France tops medal chart at International Wine Challenge, but Australia and New Zealand are hot on its heels
France holds tight at the top of the leader board with 295 medal winners
- France tops total medal count with 295 wines receiving gongs.
- Champagne proves to be the biggest jewel in France’s winemaking crown, producing seven Gold medal winners.
No stranger to success, France topped the medal chart once again at Tranche One of the 2016 International Wine Challenge (IWC), winning a whopping 295 medals, building on last year’s medal count of 277.
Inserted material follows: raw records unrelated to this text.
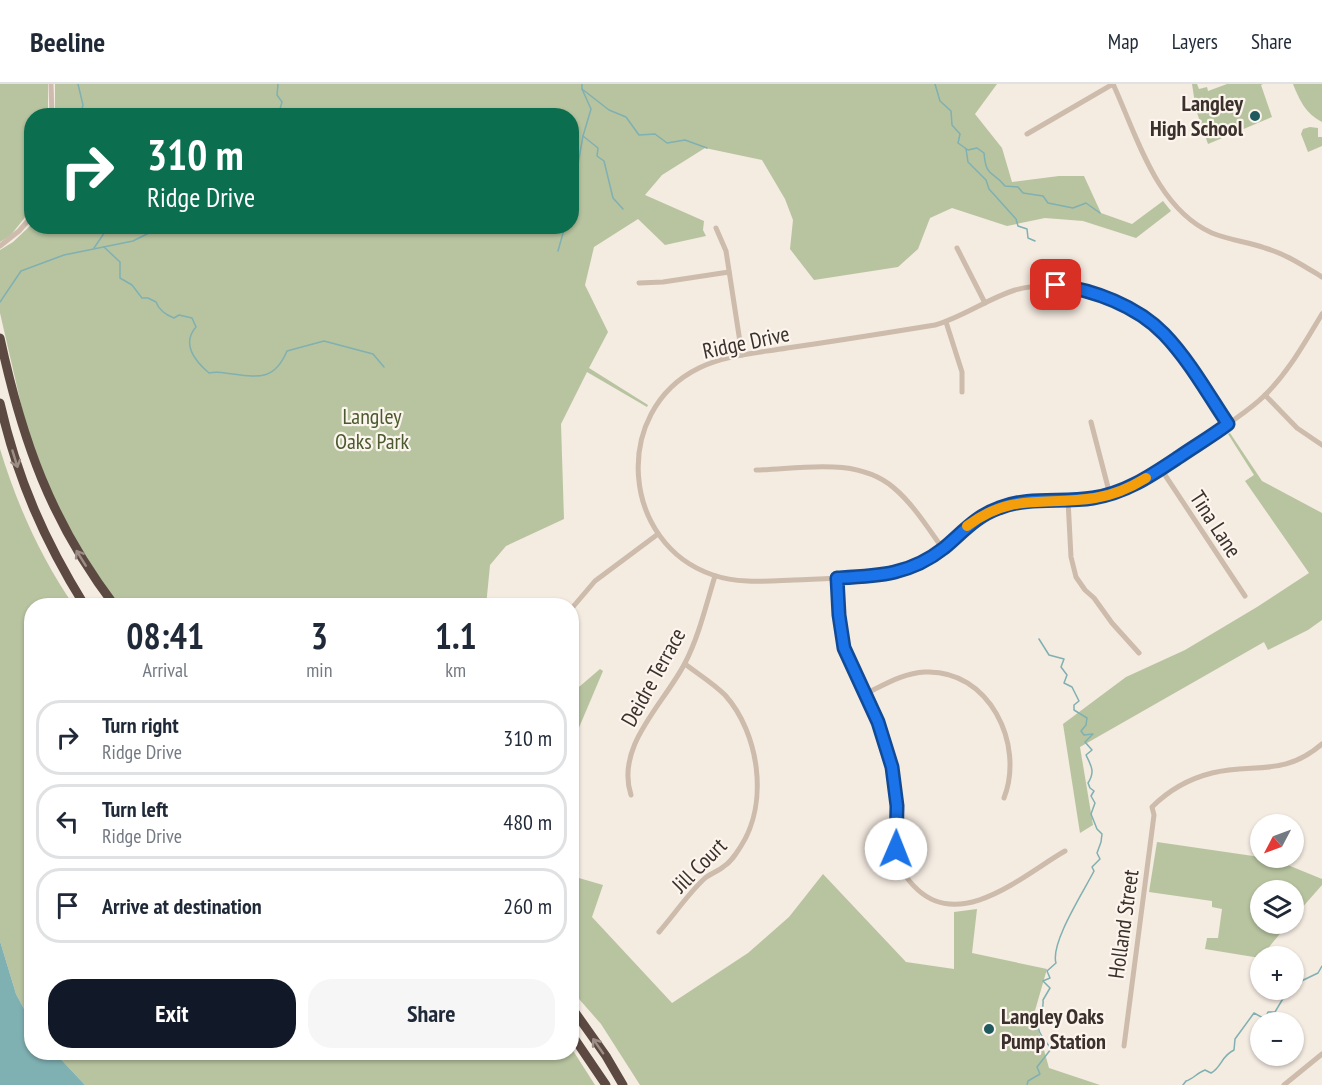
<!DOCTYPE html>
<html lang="en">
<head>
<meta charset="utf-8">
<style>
  body { margin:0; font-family:"PT Sans Narrow",sans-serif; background:#f6f6f7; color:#1f2937; height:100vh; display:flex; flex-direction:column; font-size:22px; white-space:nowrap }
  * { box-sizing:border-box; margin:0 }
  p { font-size:20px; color:#747a83 }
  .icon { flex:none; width:33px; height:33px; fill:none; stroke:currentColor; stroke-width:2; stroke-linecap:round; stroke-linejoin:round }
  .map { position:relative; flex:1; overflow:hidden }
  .side { position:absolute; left:24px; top:514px; width:555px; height:462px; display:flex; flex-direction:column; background:#fff; border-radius:24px; box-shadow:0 2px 4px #0004 }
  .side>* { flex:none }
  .guide { position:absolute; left:24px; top:24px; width:555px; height:126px; border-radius:24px; box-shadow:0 2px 4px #0004; background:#0b6e4f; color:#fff; overflow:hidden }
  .needle { width:39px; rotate:229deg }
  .controls { position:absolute; left:1250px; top:730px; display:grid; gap:12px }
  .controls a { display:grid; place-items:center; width:54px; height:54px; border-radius:50%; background:#fff; box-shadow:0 2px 4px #0004; font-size:30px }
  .pin { position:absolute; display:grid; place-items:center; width:51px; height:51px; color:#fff; margin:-26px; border-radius:12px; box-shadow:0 3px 9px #0006 }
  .me { position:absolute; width:66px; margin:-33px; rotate:1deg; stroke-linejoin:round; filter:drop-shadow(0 0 4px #0008) }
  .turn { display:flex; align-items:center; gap:21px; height:126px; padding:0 24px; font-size:27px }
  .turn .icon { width:78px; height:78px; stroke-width:2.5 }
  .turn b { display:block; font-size:42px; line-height:51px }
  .eta { display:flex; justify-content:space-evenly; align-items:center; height:102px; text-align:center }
  .eta b { font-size:36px; font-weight:700; line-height:42px }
  .cta { display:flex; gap:12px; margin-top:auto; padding:12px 24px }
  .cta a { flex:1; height:69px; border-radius:24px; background:#111827; color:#fff; font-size:24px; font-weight:700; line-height:69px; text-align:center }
  .cta a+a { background:#f6f6f7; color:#1f2937 }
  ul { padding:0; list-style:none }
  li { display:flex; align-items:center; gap:18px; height:75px; margin:0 12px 9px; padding:0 12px; border:3px solid #e0e1e3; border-radius:24px }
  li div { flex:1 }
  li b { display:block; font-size:22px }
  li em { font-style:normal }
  header { display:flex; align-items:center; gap:36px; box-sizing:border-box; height:84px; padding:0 30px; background:#fff; border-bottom:2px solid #e0e1e3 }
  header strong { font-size:28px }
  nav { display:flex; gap:33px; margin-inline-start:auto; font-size:21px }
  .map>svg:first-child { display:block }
</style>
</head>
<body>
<header>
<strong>Beeline</strong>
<nav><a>Map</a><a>Layers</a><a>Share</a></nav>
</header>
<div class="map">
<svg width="1322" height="1001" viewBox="0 0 1322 1001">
  <rect width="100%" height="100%" fill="#f4ebe1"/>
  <!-- green -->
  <g fill="#b8c4a0">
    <polygon points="0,0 48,0 48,31 32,32 31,126 10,152 0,158"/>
    <polygon points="55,0 997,0 975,30 1002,64 1012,98 1059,92 1084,92 1101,129 1132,140 1163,117 1171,127 1136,154 1083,137 1045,134 1007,142 952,124 930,134 918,165 898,183 814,196 790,165 793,136 785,115 762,76 705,64 662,91 645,111 704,137 703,146 706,152 665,161 638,135 594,163 585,201 608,248 589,284 648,321 647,323 587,288 561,340 564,435 506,462 490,481 486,522 121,522 93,486 58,426 26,342 0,229 0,166 13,158 31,141 32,142 572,142 572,32 55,31"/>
    <polygon points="1192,0 1197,0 1199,5 1207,3 1208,7 1227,0 1263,0 1261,1 1272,33 1208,60 1196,26"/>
    <path d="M1293 0H1322V38C1305 29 1300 17 1293 0Z"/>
    <polygon points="1310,43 1318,44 1318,53 1322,53 1322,62 1308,68 1301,50 1303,45"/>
    <polygon points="1230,349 1262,397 1322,429 1322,536 1308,546 1268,566 1264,558 1080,663 1093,741 1080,749 1063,640 1126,593 1185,566 1257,523 1309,489 1245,397 1254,391 1228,350"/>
    <path d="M0 365C17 421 41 474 74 522H32L31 938 16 910 0 857Z"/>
    <polygon points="600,585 603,587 572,660 572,609"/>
    <polygon points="1157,758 1273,775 1322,795 1322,801 1293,834 1293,807 1260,807 1260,840 1288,840 1260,874 1205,865 1207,854 1218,854 1222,825 1212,823 1212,817 1149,808"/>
    <polygon points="823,790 906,878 954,885 954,828 977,825 972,869 1047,885 1034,930 1049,984 1100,1001 640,1001 601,940 572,907 572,792 603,801 592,833 672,919 748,869 789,833"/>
    <polygon points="572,965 595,1001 85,1001 55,969 572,969"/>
  </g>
  <!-- water -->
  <polygon fill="#7fb0b2" points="0,857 16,910 31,938 32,969 55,969 85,1001 0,1001"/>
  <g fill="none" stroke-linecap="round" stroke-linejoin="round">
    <!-- stream -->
    <g stroke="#7fb0b2" stroke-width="1.5">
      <polyline points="78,0 83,21 80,32"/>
      <polyline points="278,0 277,11 282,18 278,32"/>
      <path d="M935 0 940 17 951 27 952 41 960 50 958 59 968 66 977 64 984 69C986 94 992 86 1005 102L1018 103 1023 109 1043 112 1048 119 1073 124 1086 119 1100 129"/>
      <polyline points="582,5 609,26 626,33 639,51 655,50 667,59 685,56 707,64"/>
      <polyline points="583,52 598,64 597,72 604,77 613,114 623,125"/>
      <polyline points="966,65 968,78 986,96 989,105 1016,135 1018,142 1027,145 1028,154 1035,157"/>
      <polyline points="572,114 583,52 591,25 582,5 582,0"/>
      <path d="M104 163 120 178V194L132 201 142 214H148L156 218C159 226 166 231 174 234L179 231 192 234 196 243C181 260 195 277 209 289 218 287 224 289 233 290 261 294 275 295 287 267L324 257 373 270 384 283"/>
      <polyline points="94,164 109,142"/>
      <polyline points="558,167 565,142"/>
      <polyline points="0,218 21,187 64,171 133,157 163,142"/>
      <polyline points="1293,901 1318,889 1322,882"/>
      <path d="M1027 1001 1028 997 1040 990 1037 983 1051 965C1045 955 1035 948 1039 935 1041 927 1044 925 1043 916L1050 904 1043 897 1050 894 1047 887 1056 879C1050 859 1084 807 1094 787L1092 783 1100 775 1097 769 1101 758 1102 750 1097 745 1091 730 1095 719 1091 712 1094 707 1090 704 1088 699C1095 688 1092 683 1086 671L1092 666 1085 658 1093 650 1084 651 1081 647 1086 641 1087 634 1074 626V621L1079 617 1072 603 1064 599 1067 591 1061 583 1064 575 1049 571 1039 555"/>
      <path d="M1183 1001 1186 997C1193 995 1197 989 1205 986L1211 989C1222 983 1221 972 1234 966L1235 955 1254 929 1265 935 1268 928H1275L1288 906"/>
    </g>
    <!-- street -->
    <g stroke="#cdbbac" stroke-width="5">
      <polyline points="51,0 52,32"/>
      <path d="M1113 0C1137 52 1156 124 1212 149 1229 156 1248 158 1265 164 1286 170 1304 182 1322 193"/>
      <polyline points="1027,50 1113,0"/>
      <polyline points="716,144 726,167 742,271"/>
      <polyline points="0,162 19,147 32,132"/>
      <polyline points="957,164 985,219"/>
      <polyline points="639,199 663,198 729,188"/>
      <polyline points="946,238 962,288 962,308"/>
      <polyline points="1265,311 1297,344 1322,361"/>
      <polyline points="1091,338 1110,411"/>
      <path d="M1228 340C1186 278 1165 230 1088 208 1064 201 1040 199 1015 206 987 215 963 233 935 241 886 249 836 257 787 264 758 269 725 271 699 284 611 327 621 460 713 491 739 500 767 497 794 496 823 495 852 493 880 492 903 487 924 479 942 465 961 451 975 434 997 425 1029 411 1063 420 1096 414 1142 406 1181 372 1219 347 1234 335 1251 325 1264 312 1288 289 1305 258 1322 230"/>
      <polyline points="1161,385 1245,512"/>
      <path d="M756 386C800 385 857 372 894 404 913 420 928 444 943 465"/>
      <polyline points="1068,416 1071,473 1076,493 1085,506 1094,514 1112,539 1139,569"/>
      <path d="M837 494C838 516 837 541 844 562 856 599 877 631 887 668 892 685 896 704 896 722 897 737 894 752 896 767 898 782 907 796 918 806 963 847 1026 789 1065 767"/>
      <polyline points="572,524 595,497 658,450"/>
      <path d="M865 610C884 601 903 589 925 588 989 585 1025 660 1004 714"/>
      <path d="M631 711C615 662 664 620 685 579 699 552 706 521 715 492"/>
      <path d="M659 848C674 831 687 811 704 795 709 790 717 788 723 783 731 778 736 770 741 762 769 718 759 649 725 611 713 599 698 590 685 580"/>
      <path d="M1124 962 1154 731 1152 723C1169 706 1188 695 1212 689 1255 679 1284 693 1322 660"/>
      <polyline points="1284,1001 1322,970"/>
    </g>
    <!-- highway -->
    <g stroke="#5c4a42" stroke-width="9">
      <path d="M0 254C22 356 51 438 115 522"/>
      <path d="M0 319C17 394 44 456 85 522"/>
      <polyline points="572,924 606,972 623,1001"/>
      <polyline points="572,951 606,1001"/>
    </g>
  </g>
  <!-- one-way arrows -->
  <defs><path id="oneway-shaft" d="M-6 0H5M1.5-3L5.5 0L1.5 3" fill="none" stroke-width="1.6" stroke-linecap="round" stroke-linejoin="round" transform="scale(1.5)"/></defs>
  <g stroke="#9c8e87">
    <use href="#oneway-shaft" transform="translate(15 375) rotate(73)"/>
    <use href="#oneway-shaft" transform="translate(81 474) rotate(-122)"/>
    <use href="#oneway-shaft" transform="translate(598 962) rotate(-125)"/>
  </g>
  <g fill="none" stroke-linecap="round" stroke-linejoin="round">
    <defs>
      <path id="route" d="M896 765 897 722 892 683 878 638 844 564 839 531 837 494C878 492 910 491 944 464 962 449 976 432 999 424 1029 412 1062 419 1093 414 1126 409 1152 391 1179 373 1195 362 1212 352 1228 340 1208 310 1189 276 1164 250 1137 222 1094 206 1056 201"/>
    </defs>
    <!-- route casing -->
    <use href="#route" stroke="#114b97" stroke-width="15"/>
    <!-- route -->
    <use href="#route" stroke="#1a73e8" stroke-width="10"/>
    <!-- slow -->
    <path stroke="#f59e0b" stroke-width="10" d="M967 442C1012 408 1045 422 1095 414 1114 411 1130 404 1146 394"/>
  </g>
  <!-- markers -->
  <g fill="#1f5a5e" stroke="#fbf5ee" stroke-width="2">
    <circle cx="1255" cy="32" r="6"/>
    <circle cx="989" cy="945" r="6"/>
  </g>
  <g text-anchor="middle" stroke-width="4.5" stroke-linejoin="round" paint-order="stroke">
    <!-- poi labels -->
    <g font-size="22" font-weight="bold" fill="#3b302b" stroke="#fbf5ee" text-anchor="end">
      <text x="1243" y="27">Langley<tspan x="1243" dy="25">High School</tspan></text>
      <text x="1001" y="940" text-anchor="start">Langley Oaks<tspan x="1001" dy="25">Pump Station</tspan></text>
    </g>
    <!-- street labels -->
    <g font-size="22" fill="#3b302b" stroke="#fbf5ee">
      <text transform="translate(746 258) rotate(-12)" y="8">Ridge Drive</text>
      <text transform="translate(1216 440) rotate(57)" y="8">Tina Lane</text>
      <text transform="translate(653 593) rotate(-61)" y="8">Deidre Terrace</text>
      <text transform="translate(699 781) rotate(-45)" y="8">Jill Court</text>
      <text transform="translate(1123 840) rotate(-82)" y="8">Holland Street</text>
    </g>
    <!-- park labels -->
    <g font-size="22" fill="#4a5a2e" stroke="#fbf5ee">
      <text x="372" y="340">Langley<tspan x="372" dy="25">Oaks Park</tspan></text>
    </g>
  </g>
</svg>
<div class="controls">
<a><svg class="needle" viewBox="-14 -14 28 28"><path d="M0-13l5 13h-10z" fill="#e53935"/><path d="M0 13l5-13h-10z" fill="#747a83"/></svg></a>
<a><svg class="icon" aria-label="layers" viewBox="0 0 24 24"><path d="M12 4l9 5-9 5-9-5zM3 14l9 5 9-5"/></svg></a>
<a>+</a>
<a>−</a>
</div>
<div class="pin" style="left:1056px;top:201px;background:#d93025"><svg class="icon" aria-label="arrive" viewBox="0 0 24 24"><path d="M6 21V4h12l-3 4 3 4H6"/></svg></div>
<svg class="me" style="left:896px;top:765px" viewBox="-20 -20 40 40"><circle r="19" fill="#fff"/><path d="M0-13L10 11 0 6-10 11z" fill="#1a73e8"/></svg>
<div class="guide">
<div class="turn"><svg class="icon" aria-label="right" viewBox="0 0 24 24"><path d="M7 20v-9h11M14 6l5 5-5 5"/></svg><div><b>310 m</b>Ridge Drive</div></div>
</div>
<section class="side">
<div class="eta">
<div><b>08:41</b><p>Arrival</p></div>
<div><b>3</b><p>min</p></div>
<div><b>1.1</b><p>km</p></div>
</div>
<ul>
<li><svg class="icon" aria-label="right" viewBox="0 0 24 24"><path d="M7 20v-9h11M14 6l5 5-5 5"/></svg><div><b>Turn right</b><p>Ridge Drive</p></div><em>310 m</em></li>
<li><svg class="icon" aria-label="left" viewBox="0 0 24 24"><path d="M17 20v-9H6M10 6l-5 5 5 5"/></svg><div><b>Turn left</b><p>Ridge Drive</p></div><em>480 m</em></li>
<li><svg class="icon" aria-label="arrive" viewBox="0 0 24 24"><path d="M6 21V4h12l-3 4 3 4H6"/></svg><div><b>Arrive at destination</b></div><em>260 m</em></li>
</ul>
<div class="cta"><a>Exit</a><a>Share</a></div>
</section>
</div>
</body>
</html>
However, France is facing stiff competition from rivals Australia and New Zealand. In a competition first, Australia received the most Gold medals with 19, beating France to joint second place with New Zealand for their haul of 18 Gold medals each. Despite Australia’s challenge to France’s throne, French winemakers still clocked up the highest number of Silver and Bronze medals with 108 and 170 respectively.
- Champagne is once again France’s most successful wine producing region at the IWC, claiming seven Gold medals at the prestigious competition. Oudinot earned a pair of Gold medals for its Marks & Spencer champagnes.
- Its Marks & Spencer Oudinot Brut Vintage 2007 and its non-vintage Marks & Spencer Oudinot Rosé both scooped Gold.
- Three more non-vintage champagnes also struck Gold at the competition, proving you don’t need to pay a vintage price tag to get beautiful bubbly. Champagne De Venoge’s Princes Rosé NV, Champagne Gonet Sulcova’s Grand Cru Extra Brut NV and Lanson Noble Cuvée Brut Rosé NV all won Gold at Tranche One of the tasting. Champagne J. De Telmont’s Cuvée O.R 1735 2004 also scooped a Gold medal, as did Champagne Jacquart’s Blanc de Blancs Millésimé Brut 2009.
- Cooperative wine producer Cave de Roquebrun received more Gold medals than any other French vineyard, picking up four top prizes. Among these, three of the producer’s red wines impressed the IWC judges and struck Gold, the Les Fiefs d’Aupenac 2013, the Eclats de Schistes 2013 and the Col de Lairole 2014. Cave de Roquebrun also produced a Gold medal winning white wine with its Grand Canal 2014. The producer also received four Silver medals and three Bronze.
- Alsace based producer Wolfberger also scored highly, picking up a pair of Gold medals for its Gewurztraminer Grand Cru Kirchberg de Barr 2014 and Gewurztraminer Vendanges Tardives 2012. The world-famed producer also received five Silver medals and six Bronze medals in this round of the competition.
- A trio of wines produced in Burgundy also received Gold medals. Labouré-Roi Gevrey Chambertin La Futaille 2013 struck Gold, as did the Auvigue Pouilly-Fuissé Le Clos 2014. The Union Des Viticulteurs De Chablis created the Morrisons Signature Chablis 1er Cru 2013, which also received a Gold medal.
- Elsewhere, in the Loire Valley, Fournier Pere et Fils produced a Gold medal winner for Tesco with Tesco finest* Sancerre 2014 showing that exquisite French wines are readily available in UK supermarkets.
- Visit the IWC website for the full list of winners: http://www.internationalwinechallenge.com
Charles Metcalfe, Co-Chairman of the IWC commented:
“Yet again, French winemakers have demonstrated their prowess across different styles in this tranche of the competition. France may have lost out to Australia in the Gold medal count, but the country’s producers are unbeatable in terms of variety, producing more medal winners in more styles than anywhere else in the world. Australia is hot on its heels though, and this latest result makes me very excited to see what happens in tranche two of the competition in April next year.”